Problem statement. Which lines of the records below contain the word "labels"? Report each of them in full.

Data excerpts.
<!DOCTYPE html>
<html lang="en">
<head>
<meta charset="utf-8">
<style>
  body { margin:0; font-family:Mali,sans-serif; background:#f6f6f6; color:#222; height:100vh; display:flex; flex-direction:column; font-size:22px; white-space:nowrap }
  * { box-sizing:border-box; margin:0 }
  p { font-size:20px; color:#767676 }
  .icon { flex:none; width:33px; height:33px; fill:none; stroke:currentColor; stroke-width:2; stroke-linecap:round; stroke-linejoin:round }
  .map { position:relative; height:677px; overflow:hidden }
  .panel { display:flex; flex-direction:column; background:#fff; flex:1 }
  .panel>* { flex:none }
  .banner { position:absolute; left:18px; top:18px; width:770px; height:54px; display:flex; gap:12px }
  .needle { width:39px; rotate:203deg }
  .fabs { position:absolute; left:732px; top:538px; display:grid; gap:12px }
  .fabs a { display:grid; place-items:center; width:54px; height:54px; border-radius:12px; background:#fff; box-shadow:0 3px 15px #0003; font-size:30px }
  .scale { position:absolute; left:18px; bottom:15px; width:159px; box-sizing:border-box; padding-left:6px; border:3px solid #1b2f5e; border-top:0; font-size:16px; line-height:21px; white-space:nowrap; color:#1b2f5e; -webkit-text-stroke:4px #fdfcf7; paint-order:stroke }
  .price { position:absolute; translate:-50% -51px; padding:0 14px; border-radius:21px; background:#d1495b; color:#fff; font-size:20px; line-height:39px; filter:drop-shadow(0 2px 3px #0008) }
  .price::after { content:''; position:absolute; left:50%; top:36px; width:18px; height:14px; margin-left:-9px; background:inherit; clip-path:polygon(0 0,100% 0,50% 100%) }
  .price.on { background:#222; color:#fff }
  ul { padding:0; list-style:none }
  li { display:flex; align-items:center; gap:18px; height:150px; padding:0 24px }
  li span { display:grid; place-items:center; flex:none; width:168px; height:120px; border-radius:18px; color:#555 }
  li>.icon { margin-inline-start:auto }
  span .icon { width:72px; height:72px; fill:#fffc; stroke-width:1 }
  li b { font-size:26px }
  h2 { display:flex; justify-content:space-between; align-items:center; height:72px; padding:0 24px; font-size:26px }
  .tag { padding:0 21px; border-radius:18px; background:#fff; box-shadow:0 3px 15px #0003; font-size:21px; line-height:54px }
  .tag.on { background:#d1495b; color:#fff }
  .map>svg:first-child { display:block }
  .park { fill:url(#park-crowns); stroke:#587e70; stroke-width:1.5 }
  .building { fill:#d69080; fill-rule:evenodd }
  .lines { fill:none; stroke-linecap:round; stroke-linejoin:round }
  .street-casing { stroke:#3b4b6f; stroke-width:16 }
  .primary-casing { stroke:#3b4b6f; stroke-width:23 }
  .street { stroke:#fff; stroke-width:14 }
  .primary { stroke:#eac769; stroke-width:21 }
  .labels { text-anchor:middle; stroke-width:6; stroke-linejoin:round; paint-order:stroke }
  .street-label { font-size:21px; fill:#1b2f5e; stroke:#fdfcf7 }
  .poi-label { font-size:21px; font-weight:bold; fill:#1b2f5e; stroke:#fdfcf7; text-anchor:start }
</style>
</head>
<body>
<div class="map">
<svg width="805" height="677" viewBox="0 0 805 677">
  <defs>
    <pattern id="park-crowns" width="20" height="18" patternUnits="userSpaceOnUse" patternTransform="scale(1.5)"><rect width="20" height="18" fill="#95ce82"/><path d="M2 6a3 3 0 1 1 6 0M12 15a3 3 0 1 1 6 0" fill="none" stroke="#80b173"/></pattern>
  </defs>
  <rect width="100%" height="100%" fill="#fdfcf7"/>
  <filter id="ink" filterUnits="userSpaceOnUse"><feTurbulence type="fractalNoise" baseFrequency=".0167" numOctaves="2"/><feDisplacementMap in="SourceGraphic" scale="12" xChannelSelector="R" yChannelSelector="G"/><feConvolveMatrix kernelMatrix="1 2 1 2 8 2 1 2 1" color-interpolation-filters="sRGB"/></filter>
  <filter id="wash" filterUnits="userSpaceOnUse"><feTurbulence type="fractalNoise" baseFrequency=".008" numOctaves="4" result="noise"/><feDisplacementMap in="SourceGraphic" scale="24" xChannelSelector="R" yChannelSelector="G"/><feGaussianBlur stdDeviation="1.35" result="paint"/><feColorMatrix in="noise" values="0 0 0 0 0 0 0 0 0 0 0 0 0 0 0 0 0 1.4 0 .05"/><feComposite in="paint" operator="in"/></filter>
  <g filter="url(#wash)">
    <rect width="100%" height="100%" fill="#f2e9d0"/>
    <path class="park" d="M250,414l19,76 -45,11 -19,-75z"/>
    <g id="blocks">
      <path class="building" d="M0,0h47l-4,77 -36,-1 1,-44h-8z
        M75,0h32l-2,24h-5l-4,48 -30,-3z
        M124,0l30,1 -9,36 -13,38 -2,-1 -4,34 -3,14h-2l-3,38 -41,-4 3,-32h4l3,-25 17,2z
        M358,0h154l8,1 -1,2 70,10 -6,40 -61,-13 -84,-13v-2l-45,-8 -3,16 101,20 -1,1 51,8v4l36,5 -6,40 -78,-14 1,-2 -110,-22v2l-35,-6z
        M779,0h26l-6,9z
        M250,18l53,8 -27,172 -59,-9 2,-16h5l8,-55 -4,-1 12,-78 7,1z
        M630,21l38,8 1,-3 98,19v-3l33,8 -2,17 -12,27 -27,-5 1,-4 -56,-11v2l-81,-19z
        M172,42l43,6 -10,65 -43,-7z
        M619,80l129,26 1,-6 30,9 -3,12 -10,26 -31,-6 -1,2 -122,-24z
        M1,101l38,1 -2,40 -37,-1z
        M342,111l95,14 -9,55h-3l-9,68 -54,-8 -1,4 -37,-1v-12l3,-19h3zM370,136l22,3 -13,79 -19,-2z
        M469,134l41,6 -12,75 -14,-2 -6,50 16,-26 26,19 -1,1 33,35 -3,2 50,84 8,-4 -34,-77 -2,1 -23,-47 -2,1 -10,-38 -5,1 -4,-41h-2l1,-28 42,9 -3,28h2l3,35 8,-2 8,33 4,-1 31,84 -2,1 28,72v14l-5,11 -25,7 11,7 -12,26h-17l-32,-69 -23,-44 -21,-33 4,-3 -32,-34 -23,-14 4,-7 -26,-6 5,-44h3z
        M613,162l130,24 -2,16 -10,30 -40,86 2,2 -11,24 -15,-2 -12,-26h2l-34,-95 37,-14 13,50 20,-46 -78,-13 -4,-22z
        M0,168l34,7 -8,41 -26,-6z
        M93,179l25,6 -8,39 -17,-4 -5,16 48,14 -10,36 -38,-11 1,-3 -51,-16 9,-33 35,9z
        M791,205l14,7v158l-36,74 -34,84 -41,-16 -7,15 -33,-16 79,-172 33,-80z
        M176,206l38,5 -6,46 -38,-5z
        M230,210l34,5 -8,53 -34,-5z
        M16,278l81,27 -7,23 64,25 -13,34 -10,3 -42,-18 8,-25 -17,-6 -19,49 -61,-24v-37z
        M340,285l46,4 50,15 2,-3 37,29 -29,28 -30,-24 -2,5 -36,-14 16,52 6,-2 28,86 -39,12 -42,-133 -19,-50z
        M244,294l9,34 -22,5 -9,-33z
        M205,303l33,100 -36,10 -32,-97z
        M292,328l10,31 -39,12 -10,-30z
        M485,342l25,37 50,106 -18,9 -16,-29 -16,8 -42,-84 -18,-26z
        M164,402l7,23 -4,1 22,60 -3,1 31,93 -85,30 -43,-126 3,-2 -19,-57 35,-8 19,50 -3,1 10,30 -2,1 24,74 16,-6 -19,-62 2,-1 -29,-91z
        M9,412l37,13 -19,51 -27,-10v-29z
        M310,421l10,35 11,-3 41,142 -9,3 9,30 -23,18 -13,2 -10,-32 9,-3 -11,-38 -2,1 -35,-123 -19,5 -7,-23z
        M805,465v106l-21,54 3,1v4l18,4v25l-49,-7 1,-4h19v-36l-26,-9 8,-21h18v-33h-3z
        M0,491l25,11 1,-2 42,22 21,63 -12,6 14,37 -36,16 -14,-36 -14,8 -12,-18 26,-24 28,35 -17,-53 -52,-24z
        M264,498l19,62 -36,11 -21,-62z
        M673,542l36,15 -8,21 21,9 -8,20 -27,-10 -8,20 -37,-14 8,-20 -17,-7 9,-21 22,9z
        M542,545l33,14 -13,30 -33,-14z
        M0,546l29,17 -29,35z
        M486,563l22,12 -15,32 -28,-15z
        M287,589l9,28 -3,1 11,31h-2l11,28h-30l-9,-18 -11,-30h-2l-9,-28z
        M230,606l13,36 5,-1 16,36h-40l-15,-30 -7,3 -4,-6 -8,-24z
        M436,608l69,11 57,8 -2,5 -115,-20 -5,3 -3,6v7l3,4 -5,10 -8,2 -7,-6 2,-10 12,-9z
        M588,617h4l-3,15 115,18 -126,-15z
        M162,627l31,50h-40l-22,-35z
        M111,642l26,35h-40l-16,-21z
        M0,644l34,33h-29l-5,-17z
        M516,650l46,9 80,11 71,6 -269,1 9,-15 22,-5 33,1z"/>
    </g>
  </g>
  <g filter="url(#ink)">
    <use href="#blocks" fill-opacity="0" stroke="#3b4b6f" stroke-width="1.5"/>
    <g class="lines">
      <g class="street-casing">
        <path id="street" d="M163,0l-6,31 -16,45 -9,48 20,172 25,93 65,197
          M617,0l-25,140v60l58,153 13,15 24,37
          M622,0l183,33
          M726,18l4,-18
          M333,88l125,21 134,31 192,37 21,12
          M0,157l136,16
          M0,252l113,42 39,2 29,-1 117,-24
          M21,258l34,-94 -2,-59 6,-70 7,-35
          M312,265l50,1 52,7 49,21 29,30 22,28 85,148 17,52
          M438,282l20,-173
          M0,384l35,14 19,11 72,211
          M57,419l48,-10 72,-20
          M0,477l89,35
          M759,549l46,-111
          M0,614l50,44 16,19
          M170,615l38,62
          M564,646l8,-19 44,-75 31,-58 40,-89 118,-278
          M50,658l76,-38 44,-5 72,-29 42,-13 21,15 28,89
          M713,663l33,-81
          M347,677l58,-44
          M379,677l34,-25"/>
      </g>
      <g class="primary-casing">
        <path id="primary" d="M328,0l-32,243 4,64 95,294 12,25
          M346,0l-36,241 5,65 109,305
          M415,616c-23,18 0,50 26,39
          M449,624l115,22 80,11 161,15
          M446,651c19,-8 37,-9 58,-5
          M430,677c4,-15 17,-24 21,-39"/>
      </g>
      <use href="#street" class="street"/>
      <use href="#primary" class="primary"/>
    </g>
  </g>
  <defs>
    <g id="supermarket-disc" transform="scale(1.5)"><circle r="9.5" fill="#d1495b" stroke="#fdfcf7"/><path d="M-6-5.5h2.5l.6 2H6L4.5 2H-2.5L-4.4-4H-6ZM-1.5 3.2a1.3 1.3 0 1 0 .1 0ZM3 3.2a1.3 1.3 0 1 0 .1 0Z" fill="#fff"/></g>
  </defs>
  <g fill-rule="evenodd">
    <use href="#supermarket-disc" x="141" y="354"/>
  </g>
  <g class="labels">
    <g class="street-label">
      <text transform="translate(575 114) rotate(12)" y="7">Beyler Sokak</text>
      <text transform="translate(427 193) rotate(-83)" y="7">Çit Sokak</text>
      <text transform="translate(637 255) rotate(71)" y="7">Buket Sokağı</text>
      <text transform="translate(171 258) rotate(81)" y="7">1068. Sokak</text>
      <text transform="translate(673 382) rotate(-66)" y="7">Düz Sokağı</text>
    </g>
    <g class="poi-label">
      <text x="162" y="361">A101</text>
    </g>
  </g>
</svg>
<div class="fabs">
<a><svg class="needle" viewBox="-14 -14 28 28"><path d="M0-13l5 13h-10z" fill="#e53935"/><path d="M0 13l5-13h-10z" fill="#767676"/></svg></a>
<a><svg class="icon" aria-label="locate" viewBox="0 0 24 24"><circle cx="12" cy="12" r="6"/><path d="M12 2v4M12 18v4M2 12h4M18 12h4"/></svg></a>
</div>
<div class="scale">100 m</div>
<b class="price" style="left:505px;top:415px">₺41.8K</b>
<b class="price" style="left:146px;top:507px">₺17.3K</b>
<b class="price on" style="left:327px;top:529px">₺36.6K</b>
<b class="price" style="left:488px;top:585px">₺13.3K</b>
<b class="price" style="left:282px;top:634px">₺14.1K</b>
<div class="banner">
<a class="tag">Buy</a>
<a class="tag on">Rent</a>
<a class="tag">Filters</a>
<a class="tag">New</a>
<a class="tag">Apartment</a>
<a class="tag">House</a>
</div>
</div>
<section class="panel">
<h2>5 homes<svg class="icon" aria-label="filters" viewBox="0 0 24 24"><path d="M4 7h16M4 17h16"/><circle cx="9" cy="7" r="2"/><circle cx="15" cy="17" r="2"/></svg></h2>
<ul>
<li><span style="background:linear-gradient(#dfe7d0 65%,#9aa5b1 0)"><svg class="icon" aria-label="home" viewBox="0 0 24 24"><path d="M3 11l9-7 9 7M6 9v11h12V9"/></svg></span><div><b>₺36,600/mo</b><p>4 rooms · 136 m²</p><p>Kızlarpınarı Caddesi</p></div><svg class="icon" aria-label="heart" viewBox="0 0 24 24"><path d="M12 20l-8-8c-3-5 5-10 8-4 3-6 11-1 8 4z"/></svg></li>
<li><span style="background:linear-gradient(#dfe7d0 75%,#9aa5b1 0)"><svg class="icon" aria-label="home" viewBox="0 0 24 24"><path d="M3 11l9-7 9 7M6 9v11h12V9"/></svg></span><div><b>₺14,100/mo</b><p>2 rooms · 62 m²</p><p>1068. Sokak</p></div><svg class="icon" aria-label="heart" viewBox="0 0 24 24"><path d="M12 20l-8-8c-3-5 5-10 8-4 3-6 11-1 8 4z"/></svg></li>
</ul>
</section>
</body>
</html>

Solution.
  .labels { text-anchor:middle; stroke-width:6; stroke-linejoin:round; paint-order:stroke }
  <g class="labels">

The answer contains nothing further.